Le justicier défenseur de l’Etat de droit sera aussi confronté à d’autres dossiers importants qui mettront à rude épreuve l’affirmation et la manifestation de son ADN : le Rapport Mapping de l’ONU sur les crimes commis en RDC.
En effet, la tension créée par la très forte réaction de Paul Kagame, président du Rwanda au fameux Mapping Report de l’ONU et à la campagne menée par le Prix Nobel de la Paix, le docteur Denis Mukwege en faveur de la création d’un tribunal international pour les crimes commis au Congo, ont mis à jour la faiblesse, ou l’impréparation du dirigeant sur ces deux questions. Et l’esquive de déclarer : « Ce qui m’importe, en tout cas, c’est l’avenir de notre relation. Être en paix avec nos voisins et développer avec eux des projets qui profitent à nos populations, multiplier les échanges entre nous. Le reste a peu d’intérêt, je ne suis pas une personne conflictuelle », démontre hélas l’écart entre la volonté exprimé par le slogan « Etat de droit » et l’importance de la justice comme outil de paix et de développement d’un pays. Peut-on développer un pays sans justice équitable ?

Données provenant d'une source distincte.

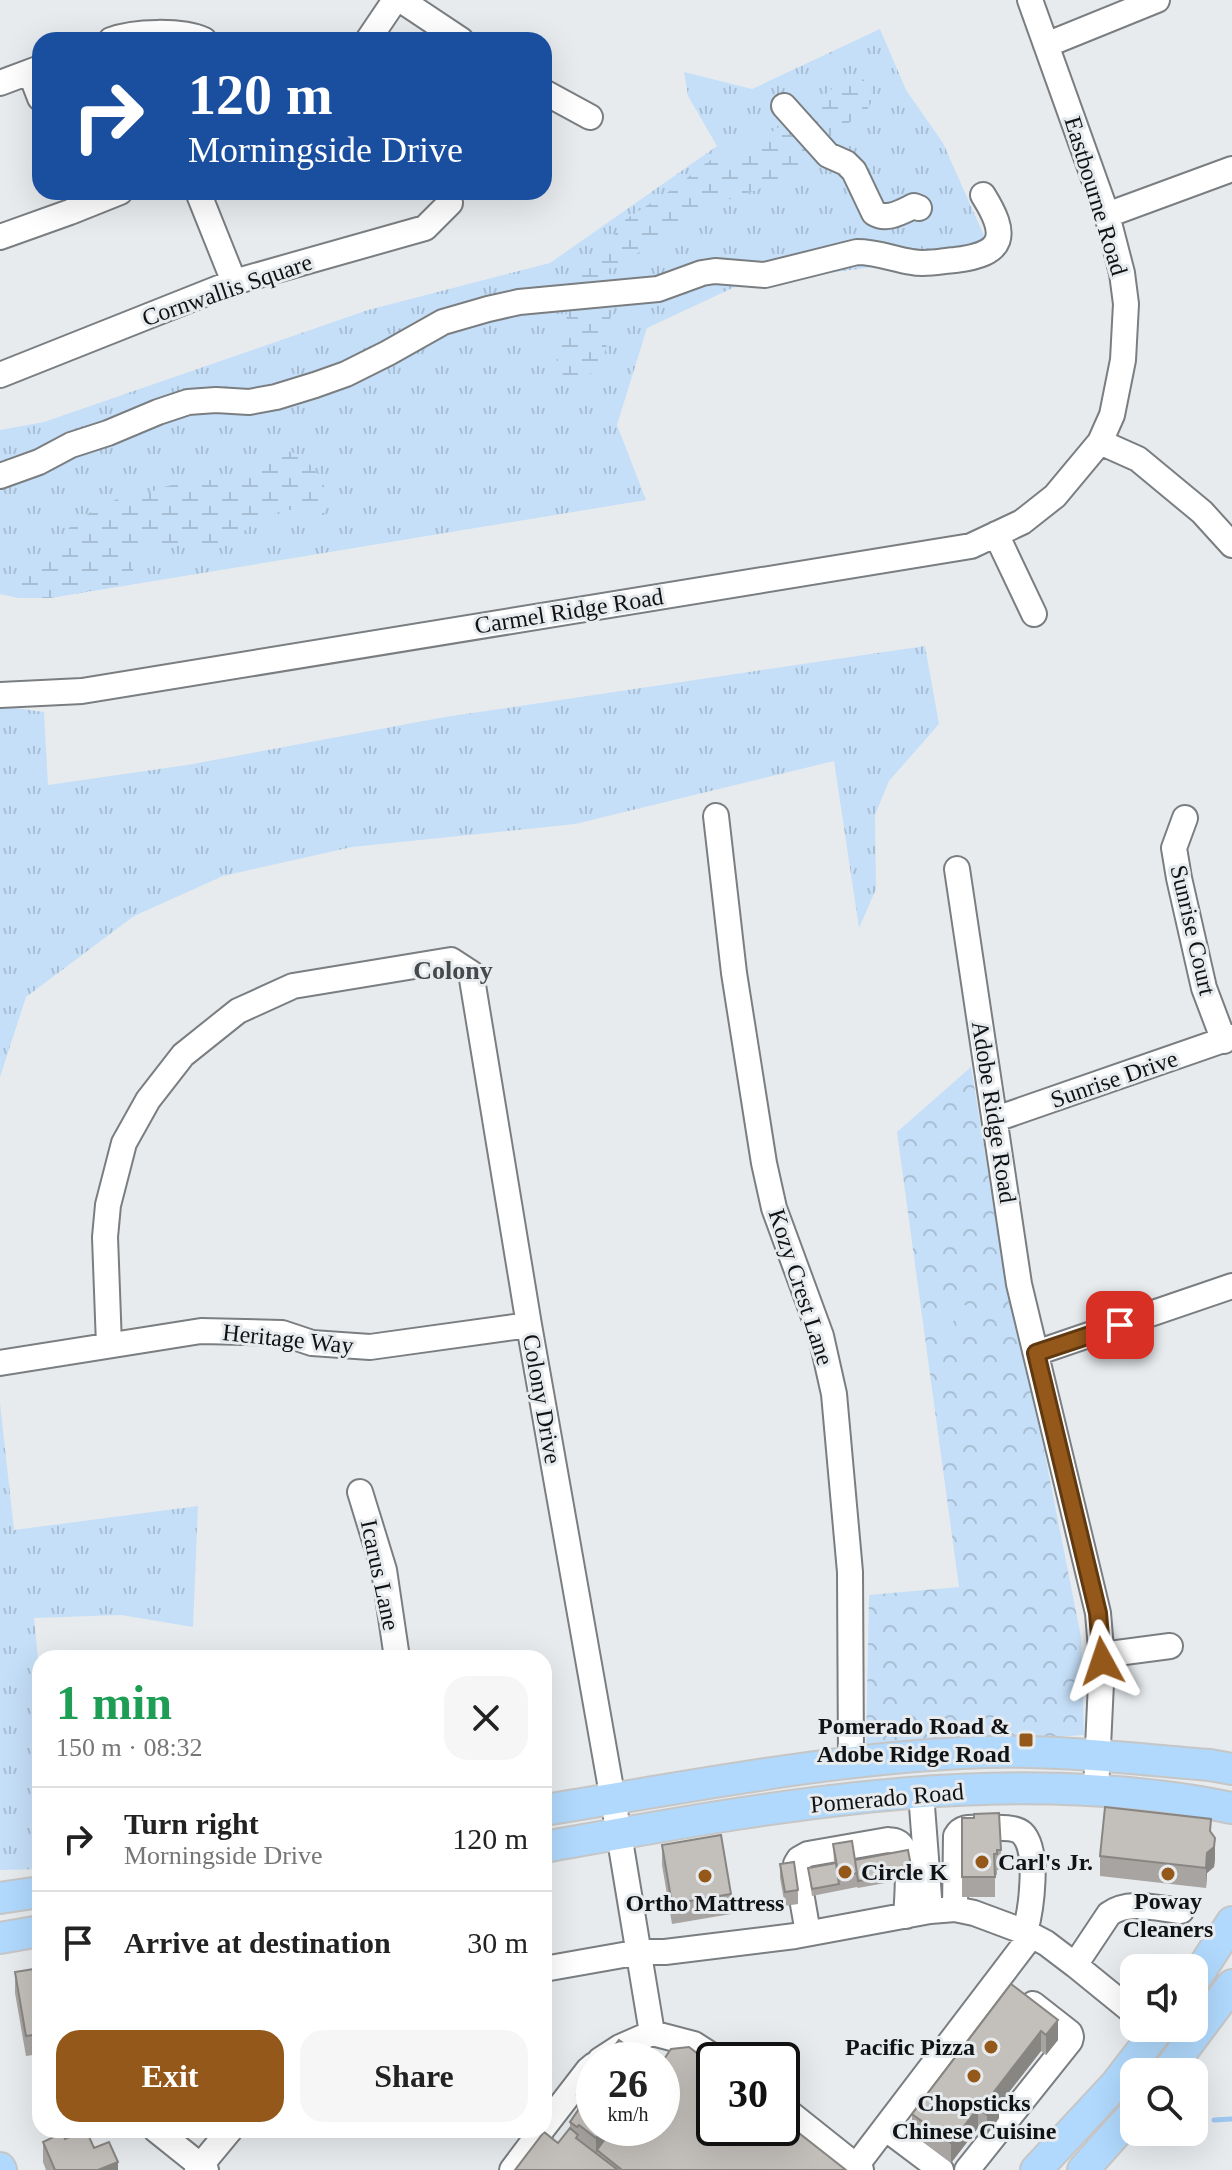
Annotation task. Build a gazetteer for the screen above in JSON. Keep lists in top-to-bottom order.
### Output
{
  "streets": {
    "main road": ["Pomerado Road"],
    "street": [
      "Eastbourne Road",
      "Cornwallis Square",
      "Carmel Ridge Road",
      "Sunrise Court",
      "Sunrise Drive",
      "Adobe Ridge Road",
      "Kozy Crest Lane",
      "Heritage Way",
      "Colony Drive",
      "Icarus Lane"
    ]
  },
  "crossings": [
    ["Eastbourne Road", "Carmel Ridge Road"],
    ["Sunrise Court", "Sunrise Drive"],
    ["Sunrise Drive", "Adobe Ridge Road"],
    ["Adobe Ridge Road", "Pomerado Road"],
    ["Kozy Crest Lane", "Pomerado Road"],
    ["Heritage Way", "Colony Drive"],
    ["Colony Drive", "Pomerado Road"]
  ],
  "districts": ["Colony"],
  "places": {
    "transit": ["Pomerado Road & Adobe Ridge Road"],
    "other": [
      "Carl's Jr.",
      "Circle K",
      "Poway Cleaners",
      "Ortho Mattress",
      "Pacific Pizza",
      "Chopsticks Chinese Cuisine"
    ]
  },
  "page": {
    "turn": ["120 m", "Morningside Drive"],
    "heading": ["1 min", "150 m · 08:32"],
    "list": [
      {
        "name": "Turn right",
        "note": "Morningside Drive",
        "value": "120 m"
      },
      {
        "name": "Arrive at destination",
        "value": "30 m"
      }
    ],
    "buttons": ["Exit", "Share"],
    "speed": "26 km/h",
    "limit": "30"
  }
}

Car à l’image de ce qui s’est passé en Europe après la seconde guerre mondiale et même au Rwanda de Paul Kagame avec le Tribunal de Paix de Arusha en Tanzanie, des procès pénaux équitables et crédibles pour les crimes au Congo sont essentiels pour instaurer le respect de l’Etat de droit et une paix durable. En effet, la justice est cruciale car les victimes, leurs familles et leurs communautés ont le droit de savoir ce qui s’est passé et de voir les responsables tenus pour responsables. La justice pour les crimes commis au Congo renforcera l’Etat de droit et à accroître les chances de dissuader de nouveaux abus. L’affirmation de son ADN tient aussi de cela.